[Task details] Repeat every entry exactly as it appears.

______________________________

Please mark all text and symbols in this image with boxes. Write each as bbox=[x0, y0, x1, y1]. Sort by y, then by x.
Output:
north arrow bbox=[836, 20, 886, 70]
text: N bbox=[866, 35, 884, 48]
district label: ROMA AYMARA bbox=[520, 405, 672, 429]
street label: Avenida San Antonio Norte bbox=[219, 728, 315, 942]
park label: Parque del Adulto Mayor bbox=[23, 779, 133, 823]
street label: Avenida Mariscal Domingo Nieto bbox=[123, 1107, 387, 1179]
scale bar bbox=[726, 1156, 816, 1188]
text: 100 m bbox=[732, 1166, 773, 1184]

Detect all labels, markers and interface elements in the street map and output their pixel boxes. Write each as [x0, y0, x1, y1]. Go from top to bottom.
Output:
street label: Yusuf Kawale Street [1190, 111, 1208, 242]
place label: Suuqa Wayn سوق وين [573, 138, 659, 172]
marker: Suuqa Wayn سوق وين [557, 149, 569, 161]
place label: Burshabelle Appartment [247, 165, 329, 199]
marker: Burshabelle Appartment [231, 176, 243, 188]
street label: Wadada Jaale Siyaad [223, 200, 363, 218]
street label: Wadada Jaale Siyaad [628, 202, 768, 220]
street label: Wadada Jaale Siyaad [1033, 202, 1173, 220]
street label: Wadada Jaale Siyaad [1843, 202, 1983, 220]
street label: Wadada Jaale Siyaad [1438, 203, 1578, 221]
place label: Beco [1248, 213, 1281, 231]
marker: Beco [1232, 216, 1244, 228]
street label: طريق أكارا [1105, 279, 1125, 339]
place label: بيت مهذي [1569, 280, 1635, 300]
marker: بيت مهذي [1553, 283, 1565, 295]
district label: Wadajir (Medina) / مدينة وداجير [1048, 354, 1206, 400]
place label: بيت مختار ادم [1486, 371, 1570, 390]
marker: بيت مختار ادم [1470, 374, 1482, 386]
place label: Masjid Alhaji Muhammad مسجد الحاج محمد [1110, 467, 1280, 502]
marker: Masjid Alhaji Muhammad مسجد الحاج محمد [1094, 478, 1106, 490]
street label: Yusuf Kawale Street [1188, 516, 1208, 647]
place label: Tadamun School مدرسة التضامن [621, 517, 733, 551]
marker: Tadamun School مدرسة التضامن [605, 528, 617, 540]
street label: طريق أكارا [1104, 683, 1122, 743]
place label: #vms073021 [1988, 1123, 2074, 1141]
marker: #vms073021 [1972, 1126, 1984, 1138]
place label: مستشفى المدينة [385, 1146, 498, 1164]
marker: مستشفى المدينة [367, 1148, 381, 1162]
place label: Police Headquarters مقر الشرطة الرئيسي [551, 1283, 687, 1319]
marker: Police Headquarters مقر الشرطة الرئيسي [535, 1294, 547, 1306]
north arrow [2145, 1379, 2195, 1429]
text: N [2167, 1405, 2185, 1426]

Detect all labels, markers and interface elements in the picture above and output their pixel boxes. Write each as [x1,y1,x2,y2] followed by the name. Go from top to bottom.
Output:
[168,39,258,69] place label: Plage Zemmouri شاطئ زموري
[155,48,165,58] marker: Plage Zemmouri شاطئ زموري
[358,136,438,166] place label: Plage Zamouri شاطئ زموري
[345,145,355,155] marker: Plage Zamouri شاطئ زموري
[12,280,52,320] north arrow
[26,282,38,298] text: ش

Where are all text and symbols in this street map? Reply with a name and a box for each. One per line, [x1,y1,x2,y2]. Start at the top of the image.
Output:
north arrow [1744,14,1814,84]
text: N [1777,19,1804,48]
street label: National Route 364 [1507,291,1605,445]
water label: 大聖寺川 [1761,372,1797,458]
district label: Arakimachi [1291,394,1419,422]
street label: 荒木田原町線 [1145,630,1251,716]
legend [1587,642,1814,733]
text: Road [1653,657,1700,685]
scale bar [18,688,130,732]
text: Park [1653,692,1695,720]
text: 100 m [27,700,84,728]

______________________________

[The answer]
Please mark all text and symbols in this image with boxes. Write each as bbox=[x0, y0, x1, y1]. Sort by y, then by x.
Output:
north arrow bbox=[836, 20, 886, 70]
text: N bbox=[866, 35, 884, 48]
district label: ROMA AYMARA bbox=[520, 405, 672, 429]
street label: Avenida San Antonio Norte bbox=[219, 728, 315, 942]
park label: Parque del Adulto Mayor bbox=[23, 779, 133, 823]
street label: Avenida Mariscal Domingo Nieto bbox=[123, 1107, 387, 1179]
scale bar bbox=[726, 1156, 816, 1188]
text: 100 m bbox=[732, 1166, 773, 1184]

Detect all labels, markers and interface elements in the street map and output their pixel boxes. Write each as [x0, y0, x1, y1]. Go from top to bottom.
Output:
street label: Yusuf Kawale Street [1190, 111, 1208, 242]
place label: Suuqa Wayn سوق وين [573, 138, 659, 172]
marker: Suuqa Wayn سوق وين [557, 149, 569, 161]
place label: Burshabelle Appartment [247, 165, 329, 199]
marker: Burshabelle Appartment [231, 176, 243, 188]
street label: Wadada Jaale Siyaad [223, 200, 363, 218]
street label: Wadada Jaale Siyaad [628, 202, 768, 220]
street label: Wadada Jaale Siyaad [1033, 202, 1173, 220]
street label: Wadada Jaale Siyaad [1843, 202, 1983, 220]
street label: Wadada Jaale Siyaad [1438, 203, 1578, 221]
place label: Beco [1248, 213, 1281, 231]
marker: Beco [1232, 216, 1244, 228]
street label: طريق أكارا [1105, 279, 1125, 339]
place label: بيت مهذي [1569, 280, 1635, 300]
marker: بيت مهذي [1553, 283, 1565, 295]
district label: Wadajir (Medina) / مدينة وداجير [1048, 354, 1206, 400]
place label: بيت مختار ادم [1486, 371, 1570, 390]
marker: بيت مختار ادم [1470, 374, 1482, 386]
place label: Masjid Alhaji Muhammad مسجد الحاج محمد [1110, 467, 1280, 502]
marker: Masjid Alhaji Muhammad مسجد الحاج محمد [1094, 478, 1106, 490]
street label: Yusuf Kawale Street [1188, 516, 1208, 647]
place label: Tadamun School مدرسة التضامن [621, 517, 733, 551]
marker: Tadamun School مدرسة التضامن [605, 528, 617, 540]
street label: طريق أكارا [1104, 683, 1122, 743]
place label: #vms073021 [1988, 1123, 2074, 1141]
marker: #vms073021 [1972, 1126, 1984, 1138]
place label: مستشفى المدينة [385, 1146, 498, 1164]
marker: مستشفى المدينة [367, 1148, 381, 1162]
place label: Police Headquarters مقر الشرطة الرئيسي [551, 1283, 687, 1319]
marker: Police Headquarters مقر الشرطة الرئيسي [535, 1294, 547, 1306]
north arrow [2145, 1379, 2195, 1429]
text: N [2167, 1405, 2185, 1426]

Detect all labels, markers and interface elements in the picture above and output their pixel boxes. Write each as [x1,y1,x2,y2] followed by the name. Go from top to bottom.
Output:
[168,39,258,69] place label: Plage Zemmouri شاطئ زموري
[155,48,165,58] marker: Plage Zemmouri شاطئ زموري
[358,136,438,166] place label: Plage Zamouri شاطئ زموري
[345,145,355,155] marker: Plage Zamouri شاطئ زموري
[12,280,52,320] north arrow
[26,282,38,298] text: ش

Where are all text and symbols in this street map? Reply with a name and a box for each. One per line, [x1,y1,x2,y2]. Start at the top of the image.
Output:
north arrow [1744,14,1814,84]
text: N [1777,19,1804,48]
street label: National Route 364 [1507,291,1605,445]
water label: 大聖寺川 [1761,372,1797,458]
district label: Arakimachi [1291,394,1419,422]
street label: 荒木田原町線 [1145,630,1251,716]
legend [1587,642,1814,733]
text: Road [1653,657,1700,685]
scale bar [18,688,130,732]
text: Park [1653,692,1695,720]
text: 100 m [27,700,84,728]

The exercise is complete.